◆ ACTION ITEM:
Every line from the line containing "M159,1369L178,1380L161,1410L148,1402L157,1386L151,1383Z" through the final line below must be returned exactly, and no other line.

---------- SUPPLIED MATERIAL ----------

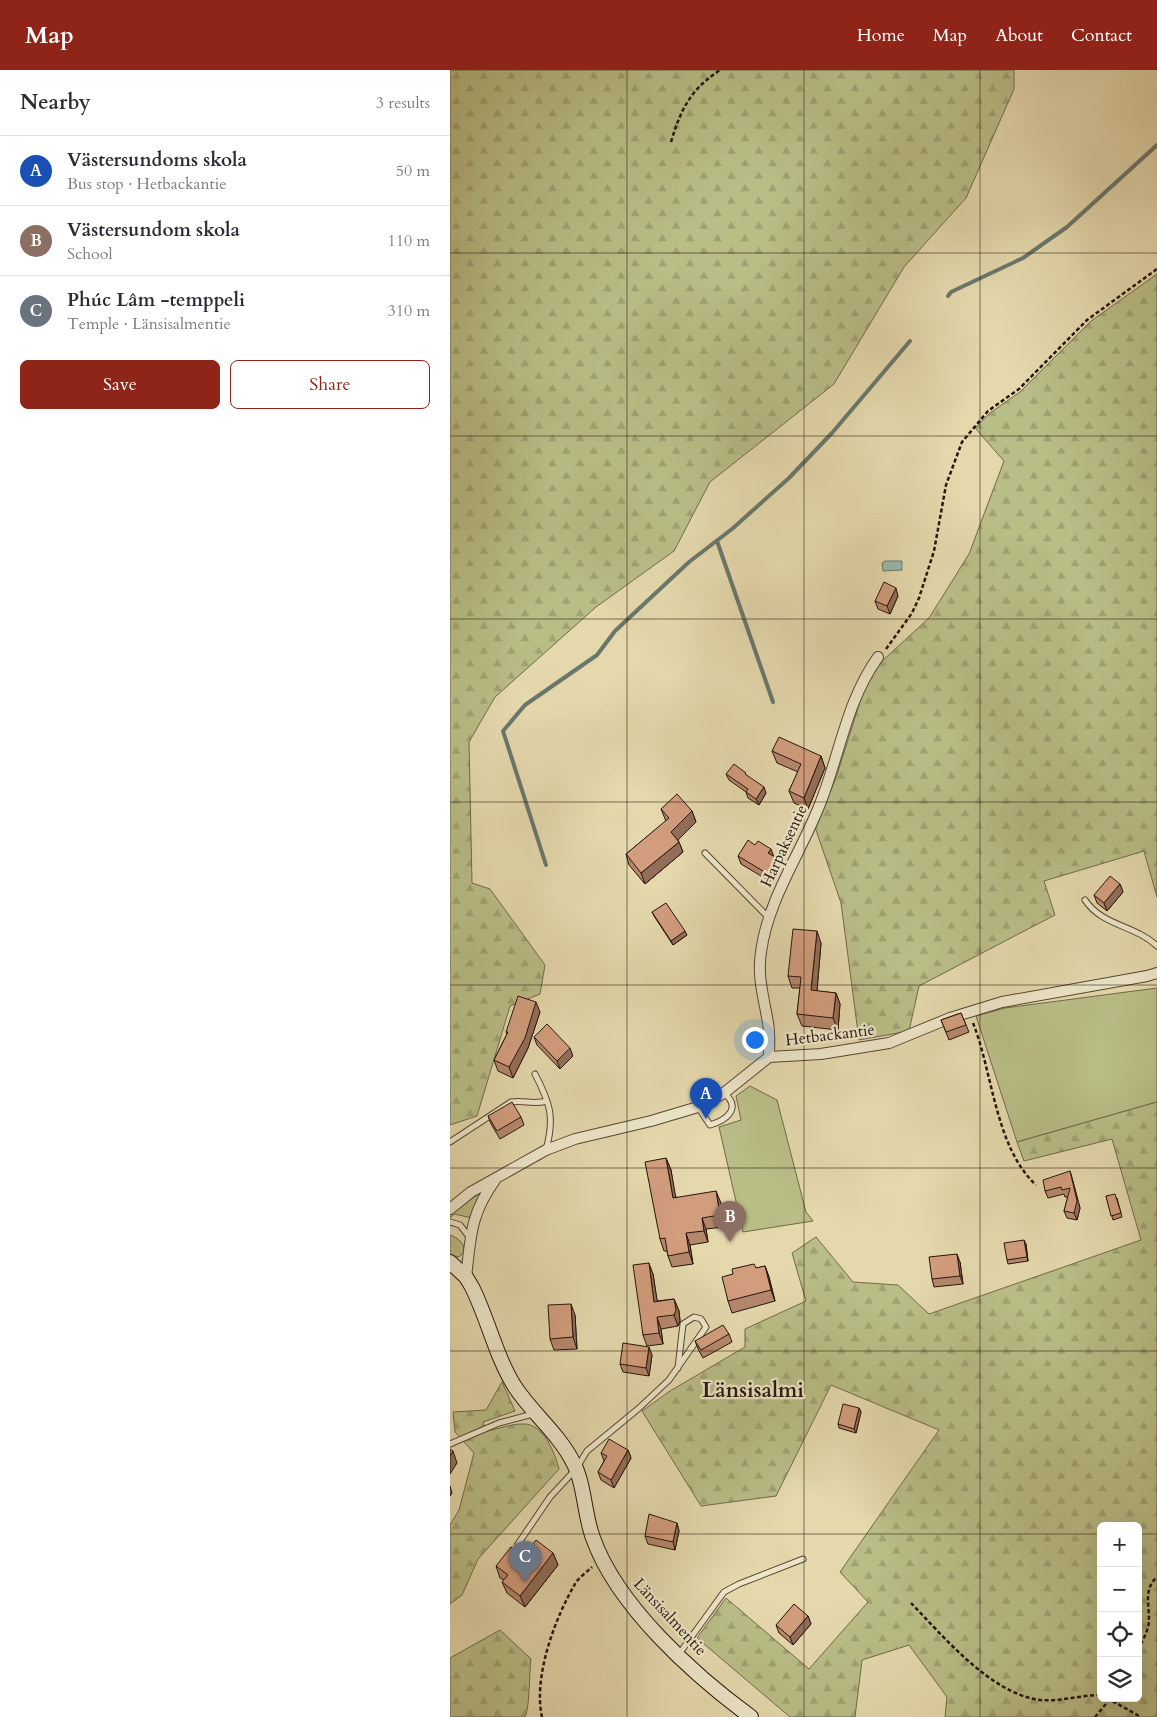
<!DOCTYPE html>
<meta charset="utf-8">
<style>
:root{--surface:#fff;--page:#f2f2f3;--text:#2b2b33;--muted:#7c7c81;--line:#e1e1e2;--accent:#8f2418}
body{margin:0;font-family:Cardo,serif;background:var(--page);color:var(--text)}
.controls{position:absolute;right:15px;bottom:15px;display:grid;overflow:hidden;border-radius:8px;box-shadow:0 5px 20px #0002}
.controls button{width:45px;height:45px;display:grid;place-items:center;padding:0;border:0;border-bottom:1px solid var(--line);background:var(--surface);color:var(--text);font:25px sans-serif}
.you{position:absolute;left:304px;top:969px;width:18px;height:18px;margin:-12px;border:4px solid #fff;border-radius:50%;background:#1a73e8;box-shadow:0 0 0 8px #1a73e833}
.badge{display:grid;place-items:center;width:32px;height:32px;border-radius:50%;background:var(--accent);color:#fff;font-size:16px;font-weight:700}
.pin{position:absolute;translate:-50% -41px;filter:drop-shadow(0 1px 2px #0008)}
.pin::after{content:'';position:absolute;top:26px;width:18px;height:15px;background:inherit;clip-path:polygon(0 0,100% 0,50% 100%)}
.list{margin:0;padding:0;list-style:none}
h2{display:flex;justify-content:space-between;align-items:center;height:65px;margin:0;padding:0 20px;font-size:21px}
h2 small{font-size:16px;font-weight:400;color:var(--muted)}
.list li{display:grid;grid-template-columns:32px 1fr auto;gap:15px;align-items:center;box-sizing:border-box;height:70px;padding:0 20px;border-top:1px solid var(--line)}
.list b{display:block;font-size:19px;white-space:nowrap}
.list p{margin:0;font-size:16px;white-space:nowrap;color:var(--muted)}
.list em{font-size:16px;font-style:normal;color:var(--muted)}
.actions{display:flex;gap:10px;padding:15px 20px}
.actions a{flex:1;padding:11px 0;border:1px solid var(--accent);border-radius:8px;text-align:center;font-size:18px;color:var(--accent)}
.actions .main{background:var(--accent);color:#fff}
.icon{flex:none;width:28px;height:28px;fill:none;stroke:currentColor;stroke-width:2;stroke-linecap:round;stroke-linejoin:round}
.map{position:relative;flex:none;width:707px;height:1647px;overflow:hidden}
header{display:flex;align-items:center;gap:30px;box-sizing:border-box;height:70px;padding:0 25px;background:var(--accent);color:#fff}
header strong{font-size:24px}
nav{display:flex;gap:28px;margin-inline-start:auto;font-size:18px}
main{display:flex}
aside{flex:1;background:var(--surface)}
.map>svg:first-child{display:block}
.green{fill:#b9bd86;stroke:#706949}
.forest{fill:url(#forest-firs);stroke:#706949;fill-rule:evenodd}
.water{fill:#95b9ac;stroke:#69776c}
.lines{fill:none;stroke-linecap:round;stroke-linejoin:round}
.stream{stroke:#69776c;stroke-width:4}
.lane-casing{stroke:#564634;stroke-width:7}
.street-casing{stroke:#564634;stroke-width:12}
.secondary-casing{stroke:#26150c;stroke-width:16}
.path{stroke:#26150c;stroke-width:2.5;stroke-dasharray:4 2.5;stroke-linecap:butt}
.lane{stroke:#ede6c9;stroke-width:5}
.street{stroke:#ede6c9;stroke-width:10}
.secondary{stroke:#ede6c9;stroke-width:14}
.wall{fill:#b5876c;stroke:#26150c}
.shaded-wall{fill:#936e58;stroke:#26150c}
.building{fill:#d29d7d;stroke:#26150c}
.grid{fill:none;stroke:#26150c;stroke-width:1;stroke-opacity:0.55}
.labels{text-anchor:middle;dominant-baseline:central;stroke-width:4.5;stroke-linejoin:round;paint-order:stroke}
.street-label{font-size:16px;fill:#26150c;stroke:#ede6c9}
.district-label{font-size:21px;font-weight:bold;fill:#26150c;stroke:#ede6c9}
</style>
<header>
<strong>Map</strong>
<nav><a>Home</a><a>Map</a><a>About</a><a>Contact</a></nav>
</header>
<main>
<aside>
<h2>Nearby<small>3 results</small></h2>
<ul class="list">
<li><span class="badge" style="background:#1a4fb4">A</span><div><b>Västersundoms skola</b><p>Bus stop · Hetbackantie</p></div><em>50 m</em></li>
<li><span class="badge" style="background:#8d6e63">B</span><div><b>Västersundom skola</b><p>School</p></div><em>110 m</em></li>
<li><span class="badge" style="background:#6b7280">C</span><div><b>Phúc Lâm -temppeli</b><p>Temple · Länsisalmentie</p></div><em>310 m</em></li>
</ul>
<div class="actions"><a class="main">Save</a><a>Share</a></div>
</aside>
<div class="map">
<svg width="707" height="1647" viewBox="0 0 707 1647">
<defs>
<pattern id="forest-firs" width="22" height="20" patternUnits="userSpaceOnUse" patternTransform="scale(1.25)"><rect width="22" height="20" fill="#b9bd86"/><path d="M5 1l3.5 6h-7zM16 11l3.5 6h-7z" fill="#9fa272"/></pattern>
</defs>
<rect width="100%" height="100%" fill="#e4d8ac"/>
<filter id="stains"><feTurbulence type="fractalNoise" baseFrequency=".004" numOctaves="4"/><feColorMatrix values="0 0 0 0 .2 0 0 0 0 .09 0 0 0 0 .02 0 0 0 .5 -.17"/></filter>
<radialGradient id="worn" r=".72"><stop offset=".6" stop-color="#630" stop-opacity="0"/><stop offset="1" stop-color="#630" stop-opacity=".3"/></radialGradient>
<!-- green -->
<path class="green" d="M707,918V1032L567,1072L526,946L555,938Z
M300,1016L327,1030L356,1142L363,1151L293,1162L269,1057L291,1050L286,1026Z
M32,1121L22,1148L4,1144L0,1148V1145Z
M0,1165C8,1168 15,1173 14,1182L9,1187L0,1185Z"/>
<!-- forest -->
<path class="forest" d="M0,0H564V19L516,128L454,197L384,314L260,412L224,481L146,537L45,627L19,672L22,813L40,819L95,895L90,924L60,936L27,1046L0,1055Z
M707,204V827L694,781L594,811L605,845L469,916L459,961L409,970L391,833L365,757L386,708L414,619L431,592L479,548L519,484L554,391L525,358L540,343L570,322L641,251Z
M707,1032V1647H495L497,1627L459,1575L412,1590L405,1647H340L247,1568L276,1528L359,1599L418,1532L390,1502L489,1360L381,1315L326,1426L251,1436L192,1341L220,1321L295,1277V1259L356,1231L342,1183L366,1167L403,1212L448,1215L479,1244L691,1170L662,1069L574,1091L567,1072ZM651,1456H688V1628H651Z
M52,1312L65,1341L33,1352L37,1361C48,1359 60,1354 72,1354C93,1352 105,1383 109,1399L28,1489L12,1525L0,1534V1455L9,1440L24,1383L5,1362L3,1342L36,1340Z
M50,1560L81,1589C79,1603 80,1637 75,1647H0V1588Z"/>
<!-- water -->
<path class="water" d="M435,491H452V500L433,501L432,493Z"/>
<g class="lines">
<!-- stream -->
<path class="stream" d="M498,226L501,222L573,188L617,157L707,75
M267,471L323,632
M96,795L53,661L75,635L147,585L165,561L239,492L282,459L339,408L382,363L460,271"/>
<defs>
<path id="lane" d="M255,783L319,848
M635,830C652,856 685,855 707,876
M85,1004C100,1033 105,1047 96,1080
M248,1037L260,1055C277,1050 292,1038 274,1023
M0,1072L61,1032C75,1030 82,1035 97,1031
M0,1152L10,1155L20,1168
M0,1374L49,1353L83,1344
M68,1474L100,1427L126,1399L137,1381L188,1339L219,1310L256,1257L251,1249L244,1247L233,1254L228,1298
M229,1584L274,1522L289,1514L353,1489"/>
<path id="street" d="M319,987C319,976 320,964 318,953C314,928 307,907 311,882C318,829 351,783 370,734C390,684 396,632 428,587
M0,1139L21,1122L96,1080L125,1069L201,1051L248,1037L274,1023L319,987L371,984L439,973L500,948L552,932L697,906L707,903
M16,1207C21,1166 20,1145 45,1110"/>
<path id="secondary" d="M0,1192L16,1207L22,1217C38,1249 46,1287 65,1317C83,1344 108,1363 123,1392C135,1415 134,1444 143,1468C167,1536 244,1605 301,1647"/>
</defs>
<!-- lane casing -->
<use href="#lane" class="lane-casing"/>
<!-- street casing -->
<use href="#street" class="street-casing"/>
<!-- secondary casing -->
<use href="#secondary" class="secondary-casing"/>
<!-- path -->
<path class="path" d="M221,72C231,39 240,20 270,0
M436,579L462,543L469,528L484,481L496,415L512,372L538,341L569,319L637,250L707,199
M523,953C543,1003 545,1077 586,1115
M461,1533C493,1566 541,1624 590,1630C609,1632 631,1625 651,1625
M688,1580C691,1573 696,1565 698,1557C702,1540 691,1521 707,1507
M657,1628L691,1647
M92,1647C83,1607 105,1548 125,1514C129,1507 137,1502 142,1497
M645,1647L660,1629"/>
<!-- lane -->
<use href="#lane" class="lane"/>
<!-- street -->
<use href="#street" class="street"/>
<!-- secondary -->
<use href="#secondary" class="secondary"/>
</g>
<!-- wall -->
<path class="wall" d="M448,526L440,544L428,539L425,531Z
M322,681L371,686L375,698L358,739L344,733L339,721L348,702L327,693Z
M276,704L297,706L316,723L309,735L298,728L296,722L279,710Z
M211,739L242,741L246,752L228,770L233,782L195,814L179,795L176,784L216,751Z
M288,786H323L327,788L330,796L321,812L291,794Z
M670,814L673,822L657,841L647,833L644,825Z
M202,842L237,865L223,875L204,846Z
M371,873L367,921L386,923L390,934L388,960L352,956L347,944L350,918H342L338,906Z
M90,942L78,978L63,1008L48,1001L44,990L57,964L56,962Z
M511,943L519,962L499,970L491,950Z
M84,967L123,986L110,999L87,975Z
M38,1046L71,1047L74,1055L50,1069L41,1054Z
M216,1088L221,1100L225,1127L271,1133L274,1157L256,1159L258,1172L240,1175L243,1194L222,1197L218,1186L217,1181H214L210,1169Z
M620,1101L622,1108L630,1138L627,1150L617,1148L614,1141L618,1127H615L614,1124L598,1128L595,1121Z
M656,1126L667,1128L672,1147L663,1150Z
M576,1174L578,1191L558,1194L557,1190Z
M510,1192L513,1214L484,1217L482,1209Z
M315,1196L319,1207L325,1231L282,1243L278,1231L283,1204Z
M203,1204L207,1231L224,1229L229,1241L230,1251L228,1256L211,1259L213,1274L197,1276L193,1265Z
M125,1245L127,1279L104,1280L100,1269Z
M279,1264L282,1272L253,1288L248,1279L245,1271Z
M202,1285L199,1306L173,1302L170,1294Z
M409,1338L411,1342L406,1363L389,1358L388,1354Z
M178,1380L181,1388L164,1418L151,1410L148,1402L154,1391L151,1383Z
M227,1453L229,1461L225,1480L198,1474L195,1466Z
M103,1483L108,1495L75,1537L57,1523L52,1512L54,1510L50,1508L46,1496Z
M358,1546L361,1554L343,1575L329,1563L326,1555Z"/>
<!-- shaded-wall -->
<path class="shaded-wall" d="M446,518L448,526L440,544L437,536Z
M371,686L375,698L358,739L354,728Z
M314,717L316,723L309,735L306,729Z
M242,741L246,752L225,773L221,762Z
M229,772L233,782L195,814L191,803Z
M321,779L324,787L318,783Z
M327,788L330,796L321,812L318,804Z
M670,814L673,822L657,841L654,833Z
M235,861L237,865L223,875L221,871Z
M367,861L371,873L366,932L361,920Z
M386,923L390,934L388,960L383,948Z
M86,932L90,942L78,978L63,1008L59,997Z
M120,978L123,986L110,999L107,991Z
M216,1088L221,1100L228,1140L223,1128Z
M620,1101L622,1108L630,1138L627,1150L624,1143Z
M266,1121L271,1133L274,1157L270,1145Z
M252,1148L256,1159L258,1172L254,1161Z
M236,1163L240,1175L243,1194L239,1182Z
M574,1170L576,1174L578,1191L577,1187Z
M507,1184L510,1192L513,1214L510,1206Z
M199,1193L203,1204L209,1243L204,1232Z
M315,1196L319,1207L325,1231L321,1220Z
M224,1229L229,1241L230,1251L228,1256L224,1245Z
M121,1234L125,1245L127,1279L123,1267Z
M207,1247L211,1259L213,1274L209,1263Z
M199,1277L202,1285L199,1306L196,1298Z
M409,1338L411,1342L406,1363L404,1359Z
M178,1380L181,1388L164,1418L161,1410Z
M3,1381L7,1393L0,1404V1386Z
M0,1416L2,1423L0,1426Z
M227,1453L229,1461L225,1480L223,1472Z
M103,1483L108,1495L75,1537L70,1526Z
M358,1546L361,1554L343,1575L340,1567Z"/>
<!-- building -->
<path class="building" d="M434,512L446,518L437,536L425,531Z
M329,667L371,686L354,728L339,721L351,694L322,681Z
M284,694L296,703L295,704L314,717L306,729L296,722L298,719L276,704Z
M227,724L242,741L221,762L229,772L191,803L176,784L219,748L211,739Z
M298,770L305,775L308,771L321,779L318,783L327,788L318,804L288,786Z
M660,806L670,814L654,833L644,825Z
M216,833L235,861L221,871L202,842Z
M343,859L367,861L361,920L386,923L383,948L347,944L351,907L338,906Z
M68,926L86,932L75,968L59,997L44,990L58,962H56Z
M511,943L516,955L496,962L491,950Z
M97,954L120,978L107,991L84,967Z
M62,1032L71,1047L47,1061L38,1046Z
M216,1088L223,1128L266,1121L270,1145L252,1148L254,1161L236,1163L239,1182L218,1186L215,1168L210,1169L195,1092Z
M620,1101L627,1131L624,1143L614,1141L620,1118L612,1120L611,1117L595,1121L593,1110Z
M665,1124L671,1143L661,1146L656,1126Z
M574,1170L577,1187L557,1190L554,1173Z
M507,1184L510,1206L482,1209L479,1187Z
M199,1193L204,1232L224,1229L226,1240L224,1245L207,1247L209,1263L193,1265L183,1195Z
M304,1194L306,1198L315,1196L321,1220L278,1231L272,1207L283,1204L282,1199Z
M121,1234L123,1267L100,1269L98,1235Z
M273,1255L279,1264L251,1280L245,1271Z
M173,1273L199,1277L196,1298L170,1294Z
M393,1334L409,1338L404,1359L388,1354Z
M159,1369L178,1380L161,1410L148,1402L157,1386L151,1383Z
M0,1379L3,1381L0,1386Z
M199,1444L227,1453L223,1472L195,1466Z
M86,1470L103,1483L70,1526L52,1512L58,1505L46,1496L61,1477L73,1486Z
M344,1534L358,1546L340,1567L326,1555Z"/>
<!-- grid -->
<path class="grid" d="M177,0V1647M354,0V1647M530,0V1647M0,183H707M0,366H707M0,549H707M0,732H707M0,915H707M0,1098H707M0,1281H707M0,1464H651M688,1464H707"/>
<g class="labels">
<!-- street labels -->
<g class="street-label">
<text transform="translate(334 776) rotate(-65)">Harpaksentie</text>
<text transform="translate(380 965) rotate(-7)">Hetbackantie</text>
<text transform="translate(220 1547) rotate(47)">Länsisalmentie</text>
</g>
<!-- district labels -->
<g class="district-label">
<text x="303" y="1320">Länsisalmi</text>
</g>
</g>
<rect width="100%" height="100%" filter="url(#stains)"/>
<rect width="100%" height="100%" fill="url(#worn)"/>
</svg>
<div class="controls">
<button>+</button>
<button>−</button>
<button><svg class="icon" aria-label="locate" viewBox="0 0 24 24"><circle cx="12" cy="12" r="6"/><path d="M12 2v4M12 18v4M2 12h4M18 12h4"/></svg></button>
<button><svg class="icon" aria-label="layers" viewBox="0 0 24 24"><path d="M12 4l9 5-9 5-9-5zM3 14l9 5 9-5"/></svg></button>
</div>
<div class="you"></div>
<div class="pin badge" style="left:256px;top:1049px;background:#1a4fb4">A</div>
<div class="pin badge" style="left:280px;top:1172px;background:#8d6e63">B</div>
<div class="pin badge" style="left:75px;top:1512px;background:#6b7280">C</div>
</div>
</main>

----------

◆ RESPONSE TO THE TASK:
M159,1369L178,1380L161,1410L148,1402L157,1386L151,1383Z
M0,1379L3,1381L0,1386Z
M199,1444L227,1453L223,1472L195,1466Z
M86,1470L103,1483L70,1526L52,1512L58,1505L46,1496L61,1477L73,1486Z
M344,1534L358,1546L340,1567L326,1555Z"/>
<!-- grid -->
<path class="grid" d="M177,0V1647M354,0V1647M530,0V1647M0,183H707M0,366H707M0,549H707M0,732H707M0,915H707M0,1098H707M0,1281H707M0,1464H651M688,1464H707"/>
<g class="labels">
<!-- street labels -->
<g class="street-label">
<text transform="translate(334 776) rotate(-65)">Harpaksentie</text>
<text transform="translate(380 965) rotate(-7)">Hetbackantie</text>
<text transform="translate(220 1547) rotate(47)">Länsisalmentie</text>
</g>
<!-- district labels -->
<g class="district-label">
<text x="303" y="1320">Länsisalmi</text>
</g>
</g>
<rect width="100%" height="100%" filter="url(#stains)"/>
<rect width="100%" height="100%" fill="url(#worn)"/>
</svg>
<div class="controls">
<button>+</button>
<button>−</button>
<button><svg class="icon" aria-label="locate" viewBox="0 0 24 24"><circle cx="12" cy="12" r="6"/><path d="M12 2v4M12 18v4M2 12h4M18 12h4"/></svg></button>
<button><svg class="icon" aria-label="layers" viewBox="0 0 24 24"><path d="M12 4l9 5-9 5-9-5zM3 14l9 5 9-5"/></svg></button>
</div>
<div class="you"></div>
<div class="pin badge" style="left:256px;top:1049px;background:#1a4fb4">A</div>
<div class="pin badge" style="left:280px;top:1172px;background:#8d6e63">B</div>
<div class="pin badge" style="left:75px;top:1512px;background:#6b7280">C</div>
</div>
</main>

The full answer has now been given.